[Opening Dataset records section]
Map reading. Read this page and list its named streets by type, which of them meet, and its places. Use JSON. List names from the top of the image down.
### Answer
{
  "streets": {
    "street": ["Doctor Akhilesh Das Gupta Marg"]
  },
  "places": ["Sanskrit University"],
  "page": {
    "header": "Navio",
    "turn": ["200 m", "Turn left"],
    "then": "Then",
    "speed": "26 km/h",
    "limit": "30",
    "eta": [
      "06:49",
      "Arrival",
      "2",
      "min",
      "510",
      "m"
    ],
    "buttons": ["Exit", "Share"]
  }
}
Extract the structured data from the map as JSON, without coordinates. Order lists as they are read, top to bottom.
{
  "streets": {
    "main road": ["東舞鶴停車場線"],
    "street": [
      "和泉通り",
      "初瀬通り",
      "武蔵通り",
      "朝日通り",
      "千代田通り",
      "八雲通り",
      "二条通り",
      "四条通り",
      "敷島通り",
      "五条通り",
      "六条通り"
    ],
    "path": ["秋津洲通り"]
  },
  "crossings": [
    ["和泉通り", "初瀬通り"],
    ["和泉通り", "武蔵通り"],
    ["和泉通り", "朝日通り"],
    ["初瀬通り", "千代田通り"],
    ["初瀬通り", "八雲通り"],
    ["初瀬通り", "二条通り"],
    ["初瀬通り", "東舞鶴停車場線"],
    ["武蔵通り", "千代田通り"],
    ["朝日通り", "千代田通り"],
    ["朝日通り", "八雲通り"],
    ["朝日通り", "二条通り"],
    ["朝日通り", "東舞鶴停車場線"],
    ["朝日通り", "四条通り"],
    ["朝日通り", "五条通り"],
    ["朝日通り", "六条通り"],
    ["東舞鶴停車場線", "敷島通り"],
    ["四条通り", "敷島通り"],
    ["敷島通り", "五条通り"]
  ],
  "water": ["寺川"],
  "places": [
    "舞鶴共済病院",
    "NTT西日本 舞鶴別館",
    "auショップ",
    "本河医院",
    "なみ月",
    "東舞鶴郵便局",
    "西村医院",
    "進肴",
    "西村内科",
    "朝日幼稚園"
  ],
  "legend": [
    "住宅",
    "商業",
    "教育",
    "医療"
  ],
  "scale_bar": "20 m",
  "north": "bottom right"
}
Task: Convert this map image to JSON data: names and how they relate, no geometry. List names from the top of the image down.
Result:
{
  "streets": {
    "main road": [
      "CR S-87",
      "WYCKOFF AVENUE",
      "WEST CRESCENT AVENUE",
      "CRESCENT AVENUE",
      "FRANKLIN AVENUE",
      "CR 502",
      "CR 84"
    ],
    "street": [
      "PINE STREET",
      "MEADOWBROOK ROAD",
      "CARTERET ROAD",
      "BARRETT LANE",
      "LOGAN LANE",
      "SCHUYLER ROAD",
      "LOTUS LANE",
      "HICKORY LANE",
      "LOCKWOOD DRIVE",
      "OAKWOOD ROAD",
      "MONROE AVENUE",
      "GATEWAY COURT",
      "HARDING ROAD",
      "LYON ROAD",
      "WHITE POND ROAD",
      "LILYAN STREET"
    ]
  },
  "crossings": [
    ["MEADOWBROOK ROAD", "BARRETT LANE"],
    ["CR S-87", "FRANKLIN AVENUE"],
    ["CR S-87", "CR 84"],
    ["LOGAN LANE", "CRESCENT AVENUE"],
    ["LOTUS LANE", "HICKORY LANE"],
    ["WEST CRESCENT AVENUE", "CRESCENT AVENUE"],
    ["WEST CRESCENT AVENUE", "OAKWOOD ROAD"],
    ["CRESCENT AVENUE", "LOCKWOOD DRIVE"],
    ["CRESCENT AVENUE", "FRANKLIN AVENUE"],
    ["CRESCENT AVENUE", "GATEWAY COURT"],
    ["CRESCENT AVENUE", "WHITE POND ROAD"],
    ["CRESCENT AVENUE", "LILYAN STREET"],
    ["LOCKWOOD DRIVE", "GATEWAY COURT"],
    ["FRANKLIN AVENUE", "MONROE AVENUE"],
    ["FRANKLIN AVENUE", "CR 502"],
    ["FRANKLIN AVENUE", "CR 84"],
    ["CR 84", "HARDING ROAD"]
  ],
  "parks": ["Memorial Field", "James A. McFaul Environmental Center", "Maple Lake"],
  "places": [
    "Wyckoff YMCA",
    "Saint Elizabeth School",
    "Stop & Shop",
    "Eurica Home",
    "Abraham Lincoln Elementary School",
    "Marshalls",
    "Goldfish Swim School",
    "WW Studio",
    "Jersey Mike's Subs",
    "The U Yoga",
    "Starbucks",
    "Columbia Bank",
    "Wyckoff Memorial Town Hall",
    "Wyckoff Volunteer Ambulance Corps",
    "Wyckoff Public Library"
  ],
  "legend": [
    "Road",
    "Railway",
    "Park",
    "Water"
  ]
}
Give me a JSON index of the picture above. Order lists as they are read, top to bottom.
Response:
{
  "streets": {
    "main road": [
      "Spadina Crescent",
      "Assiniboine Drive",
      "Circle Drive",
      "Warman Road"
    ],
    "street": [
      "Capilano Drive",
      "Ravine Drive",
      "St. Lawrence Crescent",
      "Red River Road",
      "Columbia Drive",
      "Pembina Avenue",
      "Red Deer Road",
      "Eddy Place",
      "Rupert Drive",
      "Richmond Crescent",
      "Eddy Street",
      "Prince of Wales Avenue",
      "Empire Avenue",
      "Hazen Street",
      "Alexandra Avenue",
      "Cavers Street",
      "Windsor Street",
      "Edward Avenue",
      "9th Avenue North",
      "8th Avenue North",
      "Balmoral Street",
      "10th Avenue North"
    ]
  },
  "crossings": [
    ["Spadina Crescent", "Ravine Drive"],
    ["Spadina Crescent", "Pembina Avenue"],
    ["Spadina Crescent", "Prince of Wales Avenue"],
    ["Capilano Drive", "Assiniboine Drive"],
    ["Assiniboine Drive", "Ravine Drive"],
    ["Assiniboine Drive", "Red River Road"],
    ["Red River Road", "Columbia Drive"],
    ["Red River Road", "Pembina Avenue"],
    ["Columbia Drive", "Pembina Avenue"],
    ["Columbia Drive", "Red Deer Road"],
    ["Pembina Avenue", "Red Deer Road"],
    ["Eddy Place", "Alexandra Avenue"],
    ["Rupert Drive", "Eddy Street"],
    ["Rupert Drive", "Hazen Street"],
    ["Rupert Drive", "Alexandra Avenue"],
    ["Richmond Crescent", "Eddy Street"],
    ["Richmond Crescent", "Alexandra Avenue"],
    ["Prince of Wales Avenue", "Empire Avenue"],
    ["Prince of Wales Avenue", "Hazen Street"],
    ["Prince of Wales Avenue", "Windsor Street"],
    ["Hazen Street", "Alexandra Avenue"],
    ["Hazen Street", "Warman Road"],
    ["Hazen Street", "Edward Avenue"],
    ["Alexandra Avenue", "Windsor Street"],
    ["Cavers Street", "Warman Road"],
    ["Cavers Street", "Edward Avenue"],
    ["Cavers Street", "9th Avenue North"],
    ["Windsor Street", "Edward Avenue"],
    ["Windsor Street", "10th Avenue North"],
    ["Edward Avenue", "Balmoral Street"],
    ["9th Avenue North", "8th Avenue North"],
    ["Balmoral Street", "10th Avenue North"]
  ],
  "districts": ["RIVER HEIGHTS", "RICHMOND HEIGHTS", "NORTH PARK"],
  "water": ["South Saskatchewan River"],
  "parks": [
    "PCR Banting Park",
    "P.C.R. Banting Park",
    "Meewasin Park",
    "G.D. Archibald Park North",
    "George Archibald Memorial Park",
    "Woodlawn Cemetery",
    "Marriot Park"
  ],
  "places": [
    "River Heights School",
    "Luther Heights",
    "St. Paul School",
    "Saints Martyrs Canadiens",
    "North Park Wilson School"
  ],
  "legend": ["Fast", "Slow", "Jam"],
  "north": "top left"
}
[Closing Dataset records section]
## Assigned task
Restate the records word for word, keeping every line.

## Exercise result
Map reading. Read this page and list its named streets by type, which of them meet, and its places. Use JSON. List names from the top of the image down.
### Answer
{
  "streets": {
    "street": ["Doctor Akhilesh Das Gupta Marg"]
  },
  "places": ["Sanskrit University"],
  "page": {
    "header": "Navio",
    "turn": ["200 m", "Turn left"],
    "then": "Then",
    "speed": "26 km/h",
    "limit": "30",
    "eta": [
      "06:49",
      "Arrival",
      "2",
      "min",
      "510",
      "m"
    ],
    "buttons": ["Exit", "Share"]
  }
}
Extract the structured data from the map as JSON, without coordinates. Order lists as they are read, top to bottom.
{
  "streets": {
    "main road": ["東舞鶴停車場線"],
    "street": [
      "和泉通り",
      "初瀬通り",
      "武蔵通り",
      "朝日通り",
      "千代田通り",
      "八雲通り",
      "二条通り",
      "四条通り",
      "敷島通り",
      "五条通り",
      "六条通り"
    ],
    "path": ["秋津洲通り"]
  },
  "crossings": [
    ["和泉通り", "初瀬通り"],
    ["和泉通り", "武蔵通り"],
    ["和泉通り", "朝日通り"],
    ["初瀬通り", "千代田通り"],
    ["初瀬通り", "八雲通り"],
    ["初瀬通り", "二条通り"],
    ["初瀬通り", "東舞鶴停車場線"],
    ["武蔵通り", "千代田通り"],
    ["朝日通り", "千代田通り"],
    ["朝日通り", "八雲通り"],
    ["朝日通り", "二条通り"],
    ["朝日通り", "東舞鶴停車場線"],
    ["朝日通り", "四条通り"],
    ["朝日通り", "五条通り"],
    ["朝日通り", "六条通り"],
    ["東舞鶴停車場線", "敷島通り"],
    ["四条通り", "敷島通り"],
    ["敷島通り", "五条通り"]
  ],
  "water": ["寺川"],
  "places": [
    "舞鶴共済病院",
    "NTT西日本 舞鶴別館",
    "auショップ",
    "本河医院",
    "なみ月",
    "東舞鶴郵便局",
    "西村医院",
    "進肴",
    "西村内科",
    "朝日幼稚園"
  ],
  "legend": [
    "住宅",
    "商業",
    "教育",
    "医療"
  ],
  "scale_bar": "20 m",
  "north": "bottom right"
}
Task: Convert this map image to JSON data: names and how they relate, no geometry. List names from the top of the image down.
Result:
{
  "streets": {
    "main road": [
      "CR S-87",
      "WYCKOFF AVENUE",
      "WEST CRESCENT AVENUE",
      "CRESCENT AVENUE",
      "FRANKLIN AVENUE",
      "CR 502",
      "CR 84"
    ],
    "street": [
      "PINE STREET",
      "MEADOWBROOK ROAD",
      "CARTERET ROAD",
      "BARRETT LANE",
      "LOGAN LANE",
      "SCHUYLER ROAD",
      "LOTUS LANE",
      "HICKORY LANE",
      "LOCKWOOD DRIVE",
      "OAKWOOD ROAD",
      "MONROE AVENUE",
      "GATEWAY COURT",
      "HARDING ROAD",
      "LYON ROAD",
      "WHITE POND ROAD",
      "LILYAN STREET"
    ]
  },
  "crossings": [
    ["MEADOWBROOK ROAD", "BARRETT LANE"],
    ["CR S-87", "FRANKLIN AVENUE"],
    ["CR S-87", "CR 84"],
    ["LOGAN LANE", "CRESCENT AVENUE"],
    ["LOTUS LANE", "HICKORY LANE"],
    ["WEST CRESCENT AVENUE", "CRESCENT AVENUE"],
    ["WEST CRESCENT AVENUE", "OAKWOOD ROAD"],
    ["CRESCENT AVENUE", "LOCKWOOD DRIVE"],
    ["CRESCENT AVENUE", "FRANKLIN AVENUE"],
    ["CRESCENT AVENUE", "GATEWAY COURT"],
    ["CRESCENT AVENUE", "WHITE POND ROAD"],
    ["CRESCENT AVENUE", "LILYAN STREET"],
    ["LOCKWOOD DRIVE", "GATEWAY COURT"],
    ["FRANKLIN AVENUE", "MONROE AVENUE"],
    ["FRANKLIN AVENUE", "CR 502"],
    ["FRANKLIN AVENUE", "CR 84"],
    ["CR 84", "HARDING ROAD"]
  ],
  "parks": ["Memorial Field", "James A. McFaul Environmental Center", "Maple Lake"],
  "places": [
    "Wyckoff YMCA",
    "Saint Elizabeth School",
    "Stop & Shop",
    "Eurica Home",
    "Abraham Lincoln Elementary School",
    "Marshalls",
    "Goldfish Swim School",
    "WW Studio",
    "Jersey Mike's Subs",
    "The U Yoga",
    "Starbucks",
    "Columbia Bank",
    "Wyckoff Memorial Town Hall",
    "Wyckoff Volunteer Ambulance Corps",
    "Wyckoff Public Library"
  ],
  "legend": [
    "Road",
    "Railway",
    "Park",
    "Water"
  ]
}
Give me a JSON index of the picture above. Order lists as they are read, top to bottom.
Response:
{
  "streets": {
    "main road": [
      "Spadina Crescent",
      "Assiniboine Drive",
      "Circle Drive",
      "Warman Road"
    ],
    "street": [
      "Capilano Drive",
      "Ravine Drive",
      "St. Lawrence Crescent",
      "Red River Road",
      "Columbia Drive",
      "Pembina Avenue",
      "Red Deer Road",
      "Eddy Place",
      "Rupert Drive",
      "Richmond Crescent",
      "Eddy Street",
      "Prince of Wales Avenue",
      "Empire Avenue",
      "Hazen Street",
      "Alexandra Avenue",
      "Cavers Street",
      "Windsor Street",
      "Edward Avenue",
      "9th Avenue North",
      "8th Avenue North",
      "Balmoral Street",
      "10th Avenue North"
    ]
  },
  "crossings": [
    ["Spadina Crescent", "Ravine Drive"],
    ["Spadina Crescent", "Pembina Avenue"],
    ["Spadina Crescent", "Prince of Wales Avenue"],
    ["Capilano Drive", "Assiniboine Drive"],
    ["Assiniboine Drive", "Ravine Drive"],
    ["Assiniboine Drive", "Red River Road"],
    ["Red River Road", "Columbia Drive"],
    ["Red River Road", "Pembina Avenue"],
    ["Columbia Drive", "Pembina Avenue"],
    ["Columbia Drive", "Red Deer Road"],
    ["Pembina Avenue", "Red Deer Road"],
    ["Eddy Place", "Alexandra Avenue"],
    ["Rupert Drive", "Eddy Street"],
    ["Rupert Drive", "Hazen Street"],
    ["Rupert Drive", "Alexandra Avenue"],
    ["Richmond Crescent", "Eddy Street"],
    ["Richmond Crescent", "Alexandra Avenue"],
    ["Prince of Wales Avenue", "Empire Avenue"],
    ["Prince of Wales Avenue", "Hazen Street"],
    ["Prince of Wales Avenue", "Windsor Street"],
    ["Hazen Street", "Alexandra Avenue"],
    ["Hazen Street", "Warman Road"],
    ["Hazen Street", "Edward Avenue"],
    ["Alexandra Avenue", "Windsor Street"],
    ["Cavers Street", "Warman Road"],
    ["Cavers Street", "Edward Avenue"],
    ["Cavers Street", "9th Avenue North"],
    ["Windsor Street", "Edward Avenue"],
    ["Windsor Street", "10th Avenue North"],
    ["Edward Avenue", "Balmoral Street"],
    ["9th Avenue North", "8th Avenue North"],
    ["Balmoral Street", "10th Avenue North"]
  ],
  "districts": ["RIVER HEIGHTS", "RICHMOND HEIGHTS", "NORTH PARK"],
  "water": ["South Saskatchewan River"],
  "parks": [
    "PCR Banting Park",
    "P.C.R. Banting Park",
    "Meewasin Park",
    "G.D. Archibald Park North",
    "George Archibald Memorial Park",
    "Woodlawn Cemetery",
    "Marriot Park"
  ],
  "places": [
    "River Heights School",
    "Luther Heights",
    "St. Paul School",
    "Saints Martyrs Canadiens",
    "North Park Wilson School"
  ],
  "legend": ["Fast", "Slow", "Jam"],
  "north": "top left"
}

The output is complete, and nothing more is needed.